The following is an excerpt of CCMI’s TelcoExchange Blog by FCC insider Andy Regitsky. We’ll occasionally share updates as they pertain to FiberLocator.
The telecommunications industry got a big victory this week when the Eighth Circuit Court of Appeals upheld the FCC’s 2015 Pole Attachment Order which mandated rules equalizing the pole attachment rates paid by telecommunications providers and cable owners. Cable company rates are calculated separately under rules ratified by the U.S. Supreme Court in 1987 and have historically been lower than rates paid by telecoms. The decision is extremely important to telecommunications companies because of the large amounts of money involved. By some estimates, pole attachment rentals, comprise up to 1 percent of operating costs for some companies. Moreover, telecom companies have asserted for years that high pole attachment rates delay broadband deployment and force prices out of the reach of many consumers.
Here is what led to the Court’s decision.
Section 224(B) (1) of the Telecommunications Act provides the Commission with the authority over pole attachment rates. It states that:
[T]he Commission shall regulate the rates, terms, and conditions for pole attachments to provide that such rates, terms, and conditions are just and reasonable, and shall adopt procedures necessary and appropriate to hear and resolve complaints concerning such rates, terms, and conditions.
The FCC tried to equalize the pole attachment rates for telecom providers and cable companies for years without success. The agency found that its previous Pole Attachment Order in 2011 failed to equalize the telecom rate and the cable rate, because utilities frequently rebutted the presumption that 5 entities attached to poles in an urban area while only 3 entities attached to poles in a non-urban area, frequently resulting in higher telecom rates.

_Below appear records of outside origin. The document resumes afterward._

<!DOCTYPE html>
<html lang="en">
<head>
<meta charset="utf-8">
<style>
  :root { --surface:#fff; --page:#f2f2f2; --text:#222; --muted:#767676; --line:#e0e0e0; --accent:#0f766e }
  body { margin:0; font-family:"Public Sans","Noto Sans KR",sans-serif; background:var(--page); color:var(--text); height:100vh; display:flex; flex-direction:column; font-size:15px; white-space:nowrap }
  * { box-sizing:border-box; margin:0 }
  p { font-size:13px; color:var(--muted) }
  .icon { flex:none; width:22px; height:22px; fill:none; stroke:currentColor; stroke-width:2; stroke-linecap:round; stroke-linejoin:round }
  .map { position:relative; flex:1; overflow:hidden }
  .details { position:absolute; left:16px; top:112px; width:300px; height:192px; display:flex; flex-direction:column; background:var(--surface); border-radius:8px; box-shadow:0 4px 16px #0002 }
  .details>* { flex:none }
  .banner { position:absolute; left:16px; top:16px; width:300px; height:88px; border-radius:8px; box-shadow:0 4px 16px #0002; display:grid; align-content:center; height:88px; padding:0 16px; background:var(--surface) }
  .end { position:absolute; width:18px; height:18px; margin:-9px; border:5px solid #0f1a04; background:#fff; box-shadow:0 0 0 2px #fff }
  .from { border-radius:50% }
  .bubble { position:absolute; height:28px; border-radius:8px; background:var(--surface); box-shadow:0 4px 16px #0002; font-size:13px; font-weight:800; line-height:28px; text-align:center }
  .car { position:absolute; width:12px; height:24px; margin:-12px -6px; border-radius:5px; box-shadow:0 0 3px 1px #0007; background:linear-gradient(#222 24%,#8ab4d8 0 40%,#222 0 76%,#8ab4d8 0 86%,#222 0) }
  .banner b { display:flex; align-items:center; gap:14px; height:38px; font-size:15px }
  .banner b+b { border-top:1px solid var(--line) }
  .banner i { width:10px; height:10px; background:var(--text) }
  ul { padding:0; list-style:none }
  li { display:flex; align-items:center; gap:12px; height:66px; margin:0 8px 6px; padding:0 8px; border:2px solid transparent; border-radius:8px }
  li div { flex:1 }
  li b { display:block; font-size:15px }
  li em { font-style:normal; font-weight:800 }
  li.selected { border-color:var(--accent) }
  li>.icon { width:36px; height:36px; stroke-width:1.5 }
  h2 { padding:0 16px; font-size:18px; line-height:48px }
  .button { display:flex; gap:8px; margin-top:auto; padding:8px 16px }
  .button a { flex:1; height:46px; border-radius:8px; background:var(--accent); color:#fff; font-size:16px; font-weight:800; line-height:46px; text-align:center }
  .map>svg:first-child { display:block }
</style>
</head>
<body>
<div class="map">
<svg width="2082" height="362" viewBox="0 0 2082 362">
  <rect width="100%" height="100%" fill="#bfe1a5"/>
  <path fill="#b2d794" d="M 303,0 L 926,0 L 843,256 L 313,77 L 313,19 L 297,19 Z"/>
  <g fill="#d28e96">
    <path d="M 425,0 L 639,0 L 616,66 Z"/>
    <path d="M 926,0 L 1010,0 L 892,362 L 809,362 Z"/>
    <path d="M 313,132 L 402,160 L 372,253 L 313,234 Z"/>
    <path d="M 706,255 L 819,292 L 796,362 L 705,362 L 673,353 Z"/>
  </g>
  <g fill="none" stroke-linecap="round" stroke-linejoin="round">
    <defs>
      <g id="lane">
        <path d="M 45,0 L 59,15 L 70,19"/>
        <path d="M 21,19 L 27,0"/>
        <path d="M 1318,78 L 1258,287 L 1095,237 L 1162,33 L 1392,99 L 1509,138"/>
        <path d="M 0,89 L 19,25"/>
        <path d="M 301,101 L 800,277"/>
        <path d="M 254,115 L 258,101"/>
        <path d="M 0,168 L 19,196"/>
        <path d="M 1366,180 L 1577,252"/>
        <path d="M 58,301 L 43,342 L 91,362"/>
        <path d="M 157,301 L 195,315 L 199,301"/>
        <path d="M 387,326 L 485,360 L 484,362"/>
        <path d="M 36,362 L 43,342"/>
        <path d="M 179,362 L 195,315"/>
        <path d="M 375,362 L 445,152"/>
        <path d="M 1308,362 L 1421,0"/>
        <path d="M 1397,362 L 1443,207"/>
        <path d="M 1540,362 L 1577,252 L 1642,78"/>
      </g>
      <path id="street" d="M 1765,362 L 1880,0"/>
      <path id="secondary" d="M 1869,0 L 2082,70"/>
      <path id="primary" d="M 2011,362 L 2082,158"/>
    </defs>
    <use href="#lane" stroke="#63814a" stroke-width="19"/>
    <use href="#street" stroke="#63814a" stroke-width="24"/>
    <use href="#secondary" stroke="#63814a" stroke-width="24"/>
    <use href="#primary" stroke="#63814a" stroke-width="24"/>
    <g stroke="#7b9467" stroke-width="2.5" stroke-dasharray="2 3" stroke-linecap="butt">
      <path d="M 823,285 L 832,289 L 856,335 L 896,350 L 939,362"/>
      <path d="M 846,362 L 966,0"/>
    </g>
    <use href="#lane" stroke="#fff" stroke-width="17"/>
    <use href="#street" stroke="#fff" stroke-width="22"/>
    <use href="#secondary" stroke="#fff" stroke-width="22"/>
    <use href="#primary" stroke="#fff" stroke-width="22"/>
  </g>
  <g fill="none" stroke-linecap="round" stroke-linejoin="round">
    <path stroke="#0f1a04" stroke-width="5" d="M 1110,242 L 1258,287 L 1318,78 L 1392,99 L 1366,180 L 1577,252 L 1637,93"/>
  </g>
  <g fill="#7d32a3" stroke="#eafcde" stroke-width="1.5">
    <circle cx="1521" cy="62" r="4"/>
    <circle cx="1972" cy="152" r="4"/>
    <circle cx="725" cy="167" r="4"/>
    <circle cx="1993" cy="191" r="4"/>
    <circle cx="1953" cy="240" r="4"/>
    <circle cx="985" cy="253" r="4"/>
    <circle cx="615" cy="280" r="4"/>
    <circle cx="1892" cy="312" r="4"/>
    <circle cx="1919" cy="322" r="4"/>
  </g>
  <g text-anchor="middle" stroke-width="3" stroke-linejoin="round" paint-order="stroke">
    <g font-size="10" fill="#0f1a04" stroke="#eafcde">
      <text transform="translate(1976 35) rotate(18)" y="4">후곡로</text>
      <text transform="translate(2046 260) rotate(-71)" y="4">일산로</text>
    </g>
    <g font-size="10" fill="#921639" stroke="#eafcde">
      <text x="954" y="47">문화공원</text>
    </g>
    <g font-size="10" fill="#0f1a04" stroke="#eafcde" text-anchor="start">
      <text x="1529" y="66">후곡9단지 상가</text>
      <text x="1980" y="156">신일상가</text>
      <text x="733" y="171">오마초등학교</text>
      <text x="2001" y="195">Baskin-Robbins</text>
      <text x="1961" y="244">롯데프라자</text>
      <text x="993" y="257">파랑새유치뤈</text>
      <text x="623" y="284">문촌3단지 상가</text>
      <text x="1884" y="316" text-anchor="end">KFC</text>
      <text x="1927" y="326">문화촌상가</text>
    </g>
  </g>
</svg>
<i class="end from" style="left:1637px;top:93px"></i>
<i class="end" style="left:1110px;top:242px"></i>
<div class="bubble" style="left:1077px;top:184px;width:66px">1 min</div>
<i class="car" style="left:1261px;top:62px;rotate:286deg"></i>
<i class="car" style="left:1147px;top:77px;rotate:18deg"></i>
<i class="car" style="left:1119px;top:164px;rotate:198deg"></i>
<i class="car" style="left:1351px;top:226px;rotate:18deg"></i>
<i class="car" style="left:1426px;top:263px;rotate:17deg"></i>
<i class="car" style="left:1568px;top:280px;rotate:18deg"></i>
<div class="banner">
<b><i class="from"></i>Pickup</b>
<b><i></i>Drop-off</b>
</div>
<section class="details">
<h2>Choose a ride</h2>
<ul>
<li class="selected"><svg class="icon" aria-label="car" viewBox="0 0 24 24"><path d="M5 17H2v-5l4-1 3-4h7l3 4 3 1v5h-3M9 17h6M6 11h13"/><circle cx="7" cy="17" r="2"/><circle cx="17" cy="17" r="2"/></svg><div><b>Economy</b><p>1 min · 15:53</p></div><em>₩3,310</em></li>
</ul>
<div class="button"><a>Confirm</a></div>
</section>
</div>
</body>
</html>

The FCC issued an Order on Reconsideration in November 2015 which addressed this issue by eliminating the distinction between poles in urban and non-urban areas, instead basing “cost” on the average number of entities attached to a pole within an area. That Order largely succeeded in bringing pole attachment rates in near-harmony between telecom and cable companies.
As always in our industry, the Order was immediately appealed to the Eighth Circuit by a group of electric utilities, including Ameren Corporation, American Electric Power Service, CenterPoint Energy Houston Electric, and Virginia Electric and Power Company. The utilities argued that the November 2015 Order defied Congress’s intent to establish different rates for telecom and cable companies in section 224(d)(1) and section 224(e) of the Telecommunications Act. The Court disagreed:
We disagree that the statute evinces such an intent. Section 224(d) requires that pole attachment rates for cable providers fall within a certain range. Section 224(e) requires that pole attachment rates for telecommunications providers be calculated according to a certain formula. Because the term “cost” in § 224(e) is ambiguous, the same “cost” definition need not be used to determine the upper bound for cable rates under § 224(d) and the rate for telecommunications providers under § 224(e). Accordingly, the statute permits, but does not require, the Cable Rate and the Telecom Rate to diverge.
Likewise, we reject Petitioners’ argument that the FCC’s interpretation of the statute renders § 224(e) superfluous. See Corley v. United States, 556 U.S. 303, 314 (2009) (“[A] statute should be construed so that effect is given to all its provisions, so that no part will be inoperative or superfluous, void or insignificant . . . .” As set forth above, the statute allows the Cable Rate and the Telecom Rate to diverge, but does not require them to do so. Whether or not the rates diverge, the Cable Rate must fall within the range set forth in § 224(d) and the Telecom Rate must be calculated according to the formula set forth in § 224(e). Thus, the formula for calculating the Telecom Rate under § 224(e) is not superfluous. (July 31, 2017 Opinion of the Eighth Circuit Court of Appeals, No. 16-1683, p. 7).
Significantly, the Court rejected the Petitioners arguments based on the Chevron deference. It found that the FCC’s definition of “cost” was a reasonable interpretation of an ambiguous term. The Chevron deference is one of the most important principles of administrative law. It was established in 1984 when the Supreme Court held that courts should defer to agency interpretations of statutes unless they are unreasonable.
Under Chevron, a court performs a two-step process. It first determines if Congress has provided an unambiguous intent to a statute. If so, then the Congressional intent must prevail. However, if the language is ambiguous:
The agency’s view “governs if it is a reasonable interpretation of the statute—not necessarily the only possible interpretation, nor even the interpretation deemed most reasonable by the courts. Even when an agency policy represents a change from past policy, the agency generally need not demonstrate that “the reasons for the new policy are better than the reasons for the old one; it suffices that the new policy is permissible under the statute, that there are good reasons for it, and that the agency believes it to be better.” (Id., p. 6.).
Chevron is extremely important in the current net neutrality proceeding. Based on Chevron, the DC Circuit found that the FCC’s 2015 classification of broadband Internet access service (BIAS) as a telecommunications service was reasonable. It will be fascinating to see if the same liberal-leaning Court gives the now conservative-leaning FCC’s current interpretation (that BIAS is an information service) the same deference.